Todo en este Potter huele a sobractuación de adolescentes, todo en ellos es irritante y agotador.
A estas alturas, las reflexiones sobre los libros de Rowling y su adaptación al cine han sido lo suficientemente estudiadas como para dejar su enumeración definitivamente, y limitarse a apuntar en qué punto han quedado en esta ocasión las descompensaciones habituales o si por contrario se ha obtenido como logro el producto autónomo al que debería aspirar cualquiera de sus cintas. Algo que a priori no debe preocupar demasiado en la Warner, capaz de haber acordado para el último de los libros de la saga (y que sigue al que nos ocupa) una doble película para que la franquicia rinda algo más de lo que la lógica impone, a pesar de tratarse éste de un mero desenlace en que su escritora pierde completamente la estructura de los anteriores y sin ella vaga errática hacia el cierre final del chiringuito.
Son cosas obsesivas de la mercadotecnia. Exprimir hasta el último euro. Con tics nerviosos tan asombrosos como cambiar el nombre de Príncipe Mestizo por Misterio del Príncipe. Ya saben, podría sonar racista. Cosas de estos tiempos.
La cuestión es que en el caso que nos ocupa no estamos ante un producto autónomo ni nivelado, como sí había logrado ser alguna de las entregas anteriores. En su lugar David Yates demuestra que como realizador puede ser hábil con la cámara con enfoques y zooms propios del mejor Fincher, que puede forzar fotografías épicas y fantasmagóricas como sabría hacerlo Peter Jackson, pero que resulta tan flojo en la dirección de intérpretes como Chris Columbus se mostraba en las dos primeras partes.

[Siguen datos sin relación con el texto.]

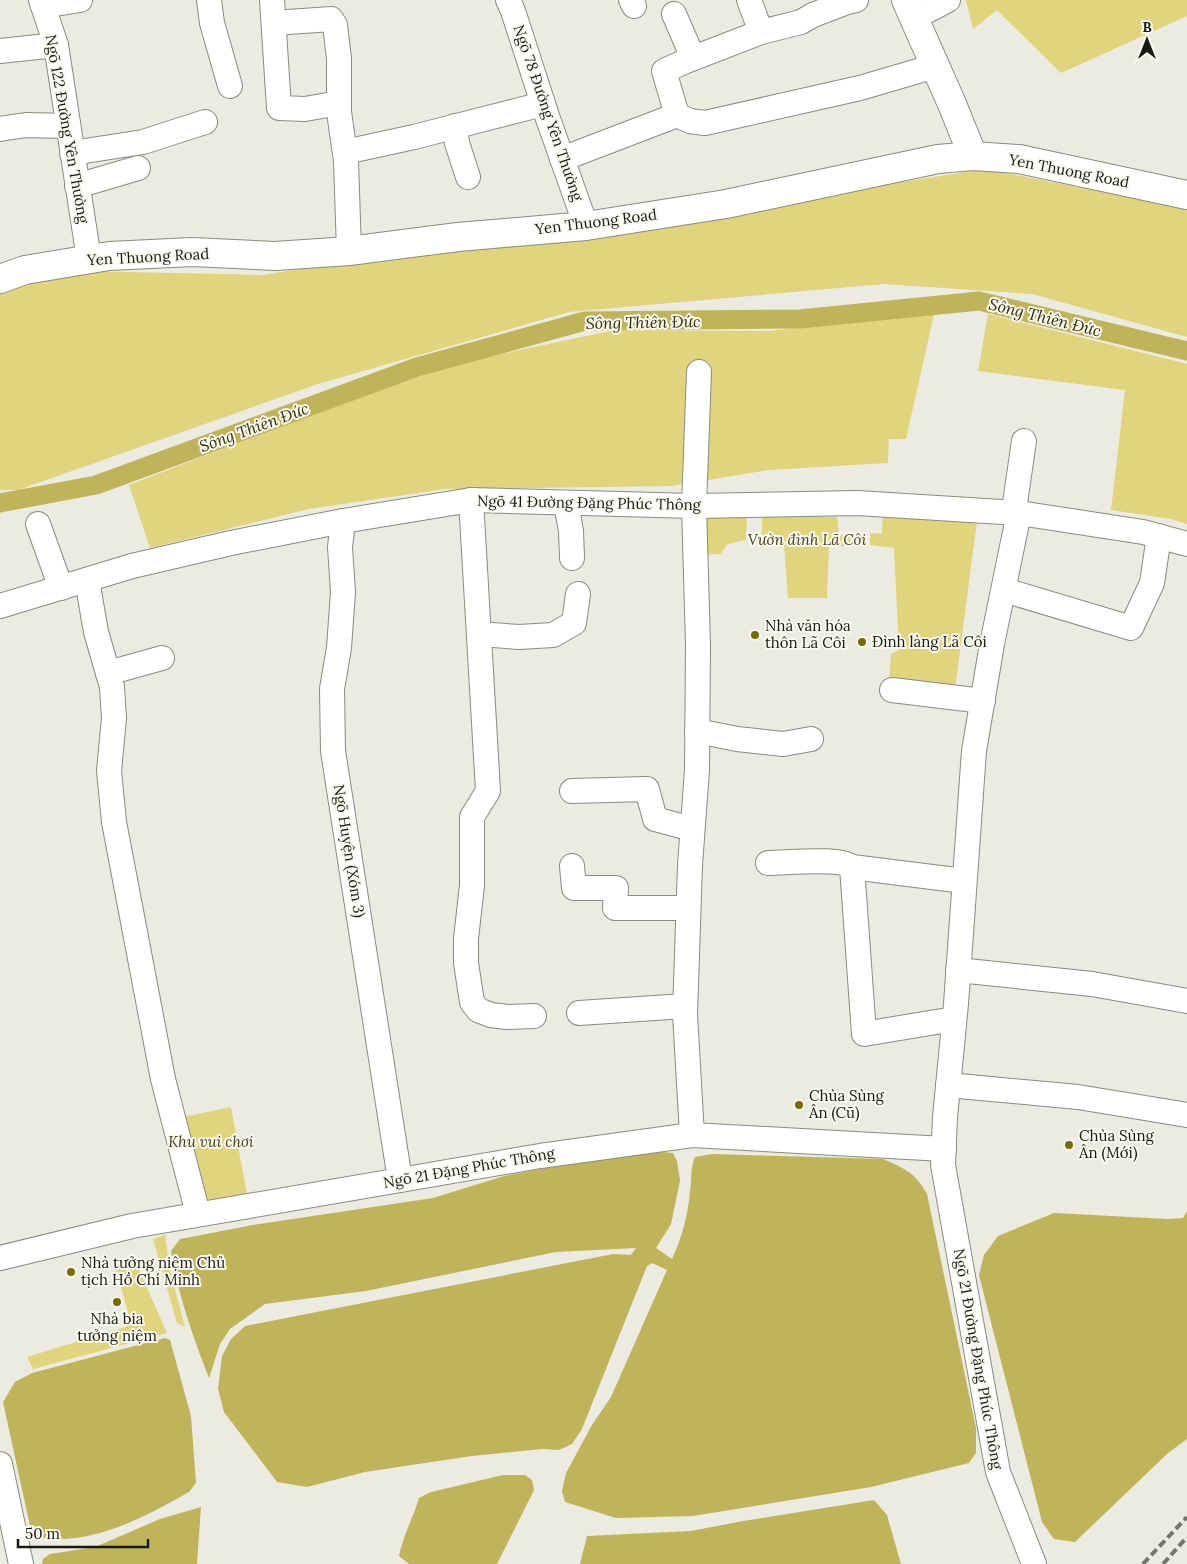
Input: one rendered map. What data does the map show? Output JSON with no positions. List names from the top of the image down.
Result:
{
  "streets": {
    "main road": ["Yen Thuong Road"],
    "street": [
      "Ngõ 78 Đường Yên Thường",
      "Ngõ 122 Đường Yên Thường",
      "Ngõ 41 Đường Đặng Phúc Thông",
      "Ngõ Huyện (Xóm 3)",
      "Ngõ 21 Đặng Phúc Thông",
      "Ngõ 21 Đường Đặng Phúc Thông"
    ]
  },
  "crossings": [
    ["Ngõ 78 Đường Yên Thường", "Yen Thuong Road"],
    ["Ngõ 122 Đường Yên Thường", "Yen Thuong Road"],
    ["Ngõ 41 Đường Đặng Phúc Thông", "Ngõ Huyện (Xóm 3)"],
    ["Ngõ 41 Đường Đặng Phúc Thông", "Ngõ 21 Đường Đặng Phúc Thông"],
    ["Ngõ Huyện (Xóm 3)", "Ngõ 21 Đặng Phúc Thông"],
    ["Ngõ 21 Đặng Phúc Thông", "Ngõ 21 Đường Đặng Phúc Thông"]
  ],
  "water": ["Sông Thiên Đức"],
  "parks": ["Vườn đình Lã Côi", "Khu vui chơi"],
  "places": [
    "Nhà văn hóa thôn Lã Côi",
    "Đình làng Lã Côi",
    "Chùa Sùng Ân (Cũ)",
    "Chùa Sùng Ân (Mới)",
    "Nhà tưởng niệm Chủ tịch Hồ Chí Minh",
    "Nhà bia tưởng niệm"
  ],
  "scale_bar": "50 m",
  "north": "top"
}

Porque todo en este Potter huele a sobractuación de adolescentes, todo en ellos es irritante y agotador. Defecto agravado por la hipertrofia hormonal de un argumento que se recrea en lios de faldas como elemento vital mientras el destino del mundo, nos dicen, está en juego.
Abandonados quedamos pues ante un cruce entre alguna de las chuscas teleseries de las que parece tomar su leitmotiv, con la impronta del puritanismo de escuela de monjes franciscanos que exalta el rubor de un beso o la pasión sonrojante del "creo que me ha mirado". Ni los gestos ni las reacciones tienen una credibilidad ni interés para explicar las dos horas y media necesarias para finiquitar la función, y las tibias explicaciones sobre la parte de enjundia lucha igualmente con los gags desnatados que nos hacen preguntarnos por los criterios a la hora de seleccionar escenas en la adaptación. Con todo, la mayor duda es si los lectores que mantuvieron la atención por encima de las 600 páginas en el texto original, pueden hacerlo durante su agotador metraje.

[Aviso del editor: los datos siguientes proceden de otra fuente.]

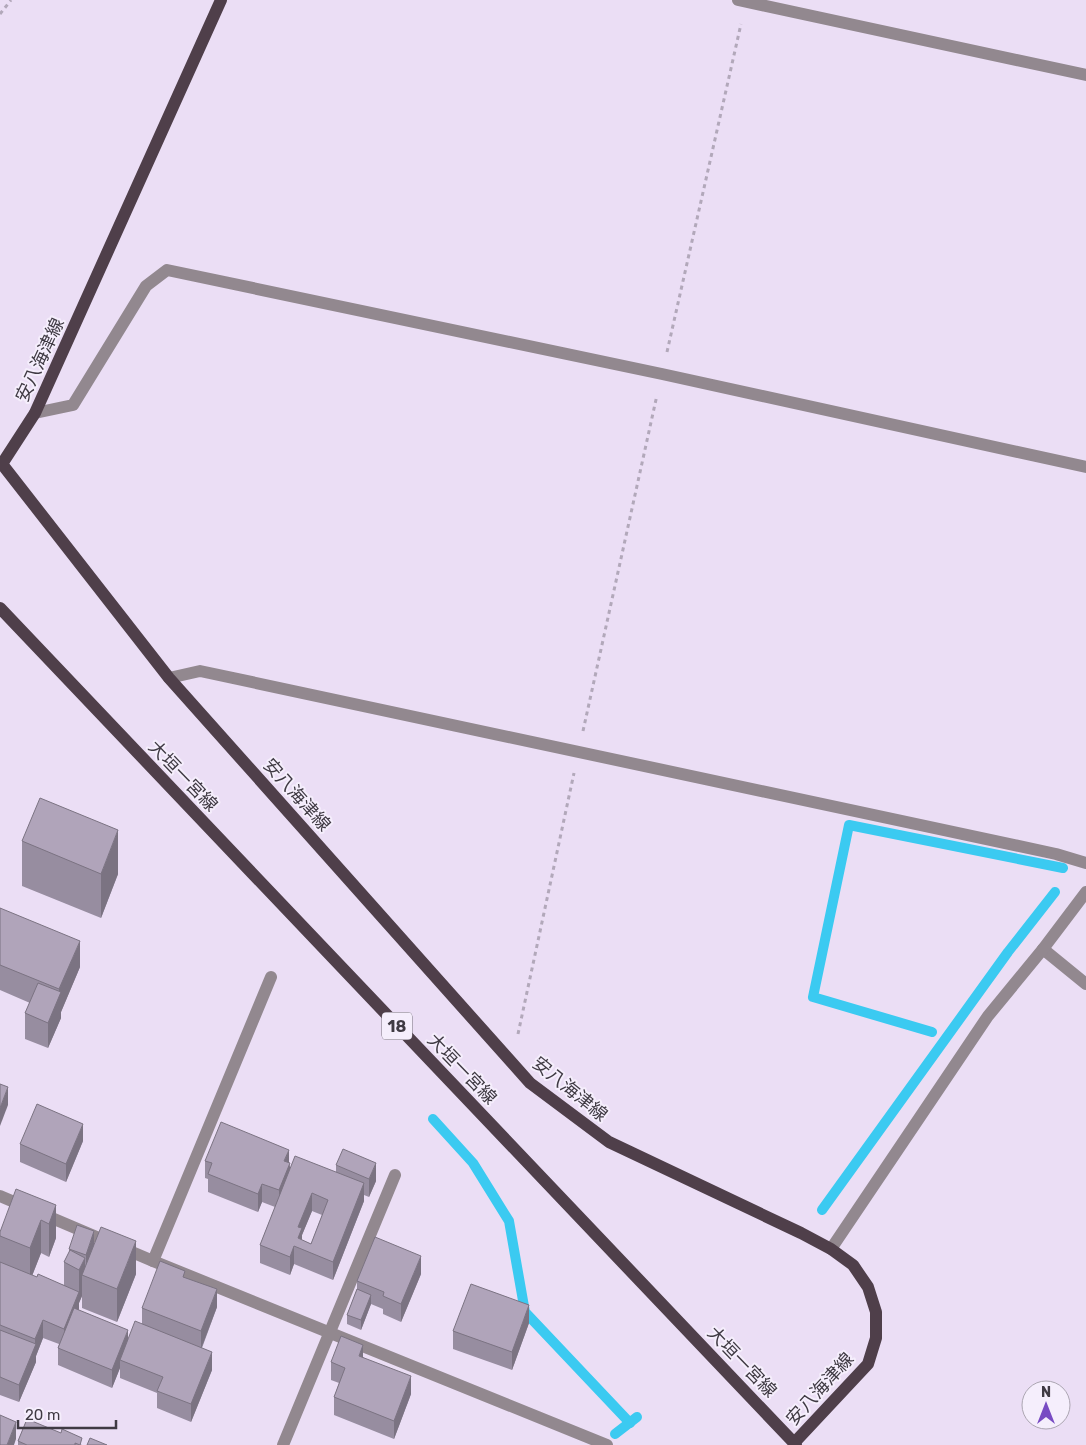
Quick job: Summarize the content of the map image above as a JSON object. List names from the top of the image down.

A pesar de ello, sus méritos estéticos, algunas escenas de acción y lo que aporta extendiendo la sólida y rica construcción de sus libros (una dependencia que menoscaba esa consideración de producto autónomo) no la hacen del todo indiferente. Y funcionando como elemento adicional de merchandising, con el extra del aire acondicionado de la sala en tiempos de canícula, puede ser una herramienta especialmente útil para explotar el filón. Aunque de cine poco, claro.